THEORIE ET JEU DU DUENDE DE LORCA

« En toute simplicité, dans le registre de ma voix poétique qui exclut les reflets du bois, les détours de la ciguë et les brebis qui se muent brusquement en couteaux d’ironie, je vais tâcher de vous faire un simple exposé sur l’esprit caché de l’Espagne douloureuse.
Dans toute l’Andalousie, roche de Jaen et conques de Cadix, les gens parlent constamment du Duende et le détectent, dès qu’il se manifeste, avec un sûr instinct.
Manuel Torrés, l’homme a ma connaissance qui a le plus de culture dans le sang, après avoir entendu Manuel de Falla lui-même jouer son Nocturne de Generalife, eut ce mot splendide : « Tout ce qui a des sons noirs a du Duende. » Et il n’est pas de plus grande vérité.
Ces sons noirs sont le mystère, les racines qui s’enfoncent dans le limon que nous connaissons tous, que nous ignorons tous, mais d’où parvient ce qui est la substance de l’art. « Les sons noirs » dit l’homme du peuple espagnol, se rencontrant avec Goethe qui, à propos de Paganini, définit le Duende : « Pouvoir mystérieux que tous ressentent et que nul philosophe n’explique »
Ainsi donc, le Duende est pouvoir et non œuvre, combat et non pensée.

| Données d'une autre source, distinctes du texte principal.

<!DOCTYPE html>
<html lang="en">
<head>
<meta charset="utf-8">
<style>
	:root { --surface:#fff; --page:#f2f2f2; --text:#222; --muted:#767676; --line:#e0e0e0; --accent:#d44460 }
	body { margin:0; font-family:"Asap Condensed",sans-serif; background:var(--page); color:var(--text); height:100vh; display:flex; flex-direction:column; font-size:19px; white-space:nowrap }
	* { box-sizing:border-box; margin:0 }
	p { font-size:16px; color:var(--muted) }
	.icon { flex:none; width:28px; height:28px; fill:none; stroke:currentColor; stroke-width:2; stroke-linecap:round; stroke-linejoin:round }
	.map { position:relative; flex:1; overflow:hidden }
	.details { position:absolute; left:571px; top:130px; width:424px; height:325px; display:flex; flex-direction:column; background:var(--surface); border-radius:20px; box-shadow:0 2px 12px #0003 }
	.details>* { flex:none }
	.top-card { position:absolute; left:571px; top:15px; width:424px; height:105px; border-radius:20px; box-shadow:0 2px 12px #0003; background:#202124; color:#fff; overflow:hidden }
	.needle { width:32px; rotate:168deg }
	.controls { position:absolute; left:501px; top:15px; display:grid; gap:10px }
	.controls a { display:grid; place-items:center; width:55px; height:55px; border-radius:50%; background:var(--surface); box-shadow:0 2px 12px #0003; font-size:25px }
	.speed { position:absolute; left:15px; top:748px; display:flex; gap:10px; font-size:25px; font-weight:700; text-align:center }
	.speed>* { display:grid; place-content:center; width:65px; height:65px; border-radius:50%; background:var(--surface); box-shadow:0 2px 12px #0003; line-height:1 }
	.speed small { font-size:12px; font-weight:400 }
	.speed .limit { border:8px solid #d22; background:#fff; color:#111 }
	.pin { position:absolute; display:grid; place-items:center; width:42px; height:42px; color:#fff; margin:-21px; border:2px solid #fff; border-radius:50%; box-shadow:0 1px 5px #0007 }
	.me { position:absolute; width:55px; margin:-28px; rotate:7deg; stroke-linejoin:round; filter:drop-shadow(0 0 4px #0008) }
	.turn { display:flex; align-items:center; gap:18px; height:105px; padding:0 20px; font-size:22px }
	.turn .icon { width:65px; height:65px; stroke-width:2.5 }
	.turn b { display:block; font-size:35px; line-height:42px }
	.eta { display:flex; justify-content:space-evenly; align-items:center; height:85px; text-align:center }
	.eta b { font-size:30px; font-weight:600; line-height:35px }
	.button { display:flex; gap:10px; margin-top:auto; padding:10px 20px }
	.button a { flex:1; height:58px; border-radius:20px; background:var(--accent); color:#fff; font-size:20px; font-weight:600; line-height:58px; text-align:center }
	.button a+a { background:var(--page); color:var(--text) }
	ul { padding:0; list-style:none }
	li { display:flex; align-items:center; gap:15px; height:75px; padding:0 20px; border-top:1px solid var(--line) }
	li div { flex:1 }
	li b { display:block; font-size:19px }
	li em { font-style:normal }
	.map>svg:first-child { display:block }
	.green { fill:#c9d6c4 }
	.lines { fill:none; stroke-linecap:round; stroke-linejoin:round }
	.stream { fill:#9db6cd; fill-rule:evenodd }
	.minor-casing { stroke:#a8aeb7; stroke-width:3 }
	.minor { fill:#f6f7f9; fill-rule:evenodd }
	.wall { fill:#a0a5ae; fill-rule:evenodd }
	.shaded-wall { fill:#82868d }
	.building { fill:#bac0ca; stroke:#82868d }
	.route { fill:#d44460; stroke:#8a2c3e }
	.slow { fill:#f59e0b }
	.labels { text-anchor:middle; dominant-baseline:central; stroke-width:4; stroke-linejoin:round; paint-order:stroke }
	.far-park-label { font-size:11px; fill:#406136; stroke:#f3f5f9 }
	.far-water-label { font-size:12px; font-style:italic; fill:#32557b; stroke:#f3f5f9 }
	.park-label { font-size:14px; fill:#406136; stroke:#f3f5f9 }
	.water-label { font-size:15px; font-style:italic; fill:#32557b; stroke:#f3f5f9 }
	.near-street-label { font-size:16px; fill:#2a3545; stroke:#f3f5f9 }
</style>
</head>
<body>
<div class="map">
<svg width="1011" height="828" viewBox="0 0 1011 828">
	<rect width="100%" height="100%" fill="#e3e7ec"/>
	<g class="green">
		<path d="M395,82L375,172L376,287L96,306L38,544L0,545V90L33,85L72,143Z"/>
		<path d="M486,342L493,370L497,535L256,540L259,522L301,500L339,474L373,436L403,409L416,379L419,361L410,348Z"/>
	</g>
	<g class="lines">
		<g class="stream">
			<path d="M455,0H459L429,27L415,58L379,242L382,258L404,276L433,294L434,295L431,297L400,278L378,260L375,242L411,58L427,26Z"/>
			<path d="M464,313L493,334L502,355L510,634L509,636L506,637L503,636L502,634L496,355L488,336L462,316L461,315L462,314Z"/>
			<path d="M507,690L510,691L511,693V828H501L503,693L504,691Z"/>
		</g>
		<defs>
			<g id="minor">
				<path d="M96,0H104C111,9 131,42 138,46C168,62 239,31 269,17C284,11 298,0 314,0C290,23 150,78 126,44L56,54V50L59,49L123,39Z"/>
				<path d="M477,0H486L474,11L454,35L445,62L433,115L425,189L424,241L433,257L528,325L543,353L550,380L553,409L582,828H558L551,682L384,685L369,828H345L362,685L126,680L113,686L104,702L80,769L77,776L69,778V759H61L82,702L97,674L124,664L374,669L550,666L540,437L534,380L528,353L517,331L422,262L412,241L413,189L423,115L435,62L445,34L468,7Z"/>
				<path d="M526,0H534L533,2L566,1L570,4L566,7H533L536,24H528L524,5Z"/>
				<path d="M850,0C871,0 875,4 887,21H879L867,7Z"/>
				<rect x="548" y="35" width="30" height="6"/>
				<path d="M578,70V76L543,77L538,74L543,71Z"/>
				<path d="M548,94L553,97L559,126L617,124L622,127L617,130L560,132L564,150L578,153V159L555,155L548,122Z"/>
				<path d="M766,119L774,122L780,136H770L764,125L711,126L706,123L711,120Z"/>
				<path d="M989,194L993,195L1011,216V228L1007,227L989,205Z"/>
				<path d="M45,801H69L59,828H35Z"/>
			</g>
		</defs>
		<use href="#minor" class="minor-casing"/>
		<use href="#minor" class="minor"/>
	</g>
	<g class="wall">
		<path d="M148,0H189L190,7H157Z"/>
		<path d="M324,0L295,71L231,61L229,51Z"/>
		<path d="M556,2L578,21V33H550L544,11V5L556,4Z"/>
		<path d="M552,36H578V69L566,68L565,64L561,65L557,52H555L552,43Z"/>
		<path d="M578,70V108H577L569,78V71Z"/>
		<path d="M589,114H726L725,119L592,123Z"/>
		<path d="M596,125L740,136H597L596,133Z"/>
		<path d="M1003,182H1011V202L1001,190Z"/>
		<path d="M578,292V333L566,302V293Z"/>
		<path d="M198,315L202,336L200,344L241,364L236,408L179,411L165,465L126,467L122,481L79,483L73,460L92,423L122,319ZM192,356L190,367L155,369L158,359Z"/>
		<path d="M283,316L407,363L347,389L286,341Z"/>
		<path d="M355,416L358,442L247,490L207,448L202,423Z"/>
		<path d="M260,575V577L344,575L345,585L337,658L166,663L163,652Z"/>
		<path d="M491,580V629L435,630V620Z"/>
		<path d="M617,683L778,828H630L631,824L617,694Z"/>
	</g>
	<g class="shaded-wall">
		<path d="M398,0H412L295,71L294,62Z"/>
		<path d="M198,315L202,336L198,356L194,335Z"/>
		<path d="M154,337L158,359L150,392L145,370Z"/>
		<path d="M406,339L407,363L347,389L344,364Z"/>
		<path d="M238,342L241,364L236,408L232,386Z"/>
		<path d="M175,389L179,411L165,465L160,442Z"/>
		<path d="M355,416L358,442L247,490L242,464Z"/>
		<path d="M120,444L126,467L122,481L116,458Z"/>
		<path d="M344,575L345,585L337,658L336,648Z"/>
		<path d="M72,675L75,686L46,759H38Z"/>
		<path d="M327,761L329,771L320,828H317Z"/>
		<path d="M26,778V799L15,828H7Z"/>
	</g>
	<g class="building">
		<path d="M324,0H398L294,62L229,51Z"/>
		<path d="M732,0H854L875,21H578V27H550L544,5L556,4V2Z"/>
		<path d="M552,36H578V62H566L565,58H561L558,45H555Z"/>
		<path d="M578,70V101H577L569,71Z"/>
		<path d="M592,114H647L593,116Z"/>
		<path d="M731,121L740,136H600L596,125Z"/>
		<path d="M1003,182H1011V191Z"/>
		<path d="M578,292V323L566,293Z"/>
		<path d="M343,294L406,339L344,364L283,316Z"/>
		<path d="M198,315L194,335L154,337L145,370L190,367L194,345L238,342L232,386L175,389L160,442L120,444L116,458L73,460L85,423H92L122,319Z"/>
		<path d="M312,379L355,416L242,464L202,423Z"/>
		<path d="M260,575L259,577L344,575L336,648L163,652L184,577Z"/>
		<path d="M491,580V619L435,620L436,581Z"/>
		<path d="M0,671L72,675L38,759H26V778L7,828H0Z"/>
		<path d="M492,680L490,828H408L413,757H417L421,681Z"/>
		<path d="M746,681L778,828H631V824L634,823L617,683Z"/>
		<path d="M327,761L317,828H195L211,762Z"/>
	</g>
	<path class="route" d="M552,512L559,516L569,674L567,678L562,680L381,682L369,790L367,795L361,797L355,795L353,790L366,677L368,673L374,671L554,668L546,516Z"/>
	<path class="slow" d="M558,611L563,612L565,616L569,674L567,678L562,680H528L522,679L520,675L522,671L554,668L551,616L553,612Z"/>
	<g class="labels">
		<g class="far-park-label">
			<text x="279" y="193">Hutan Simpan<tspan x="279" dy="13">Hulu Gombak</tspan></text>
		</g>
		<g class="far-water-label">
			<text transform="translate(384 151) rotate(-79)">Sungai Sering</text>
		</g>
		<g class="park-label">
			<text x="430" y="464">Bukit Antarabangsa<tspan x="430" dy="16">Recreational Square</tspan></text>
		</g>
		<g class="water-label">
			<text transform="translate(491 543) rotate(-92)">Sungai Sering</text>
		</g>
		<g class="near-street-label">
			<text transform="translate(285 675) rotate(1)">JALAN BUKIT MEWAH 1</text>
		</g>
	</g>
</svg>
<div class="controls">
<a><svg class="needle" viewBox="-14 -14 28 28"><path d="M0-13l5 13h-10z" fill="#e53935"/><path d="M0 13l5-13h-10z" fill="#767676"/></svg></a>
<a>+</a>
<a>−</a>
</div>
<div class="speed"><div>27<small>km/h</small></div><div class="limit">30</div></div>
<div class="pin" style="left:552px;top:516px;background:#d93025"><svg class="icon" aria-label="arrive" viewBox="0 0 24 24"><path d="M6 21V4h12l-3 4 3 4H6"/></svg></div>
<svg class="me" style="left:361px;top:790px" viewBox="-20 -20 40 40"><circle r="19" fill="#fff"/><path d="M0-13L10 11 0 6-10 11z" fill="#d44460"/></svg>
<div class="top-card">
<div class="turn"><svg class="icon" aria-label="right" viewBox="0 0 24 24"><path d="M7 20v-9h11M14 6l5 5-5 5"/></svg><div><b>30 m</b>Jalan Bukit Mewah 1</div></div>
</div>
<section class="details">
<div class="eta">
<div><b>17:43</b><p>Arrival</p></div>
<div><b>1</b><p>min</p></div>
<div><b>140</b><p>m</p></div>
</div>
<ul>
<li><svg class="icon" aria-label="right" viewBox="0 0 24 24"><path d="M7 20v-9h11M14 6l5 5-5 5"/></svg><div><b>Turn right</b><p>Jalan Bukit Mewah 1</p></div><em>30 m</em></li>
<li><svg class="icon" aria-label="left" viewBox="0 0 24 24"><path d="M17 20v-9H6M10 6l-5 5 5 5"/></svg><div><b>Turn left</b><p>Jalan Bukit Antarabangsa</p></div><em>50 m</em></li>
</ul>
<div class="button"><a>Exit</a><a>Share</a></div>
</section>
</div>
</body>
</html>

J’ai entendu dire à un vieux maître guitariste : « le Duende n’est pas dans la gorge, le duende vous monte en dedans, depuis la plante des pieds. »
Autrement dit, ce n’est pas une question de faculté, mais de véritable style vivant ; c’est à dire le sang ; c’est-à-dire de culture antique, de création en acte.
Tout homme, tout artiste, dira Nietzsche,
ne gravit de degré dans la tour de sa perfection qu’au prix de combats qu’il soutient contre un démon – et non contre un ange,comme on le prétend, ni contre sa muse.
Il importe de faire cette distinction fondamentale quant à la racine de l’œuvre.
L’ange éblouit, mais il vole sur la tête de l’homme,
il est au-dessus de lui, il répand sa grâce, et l’homme sans le moindre effort,
réalise son œuvre, ses sympathies ou sa danse.
La muse dicte et, à l’occasion, souffle.
Son pouvoir se réduit relativement à peu de chose – moi, je l’ai vue deux fois –
elle s’éloigne et se fatigue si vite que j’ai dû lui mettre un demi-cœur de marbre.
Les poètes de la muse entendent des voix, sans savoir d’où elles viennent.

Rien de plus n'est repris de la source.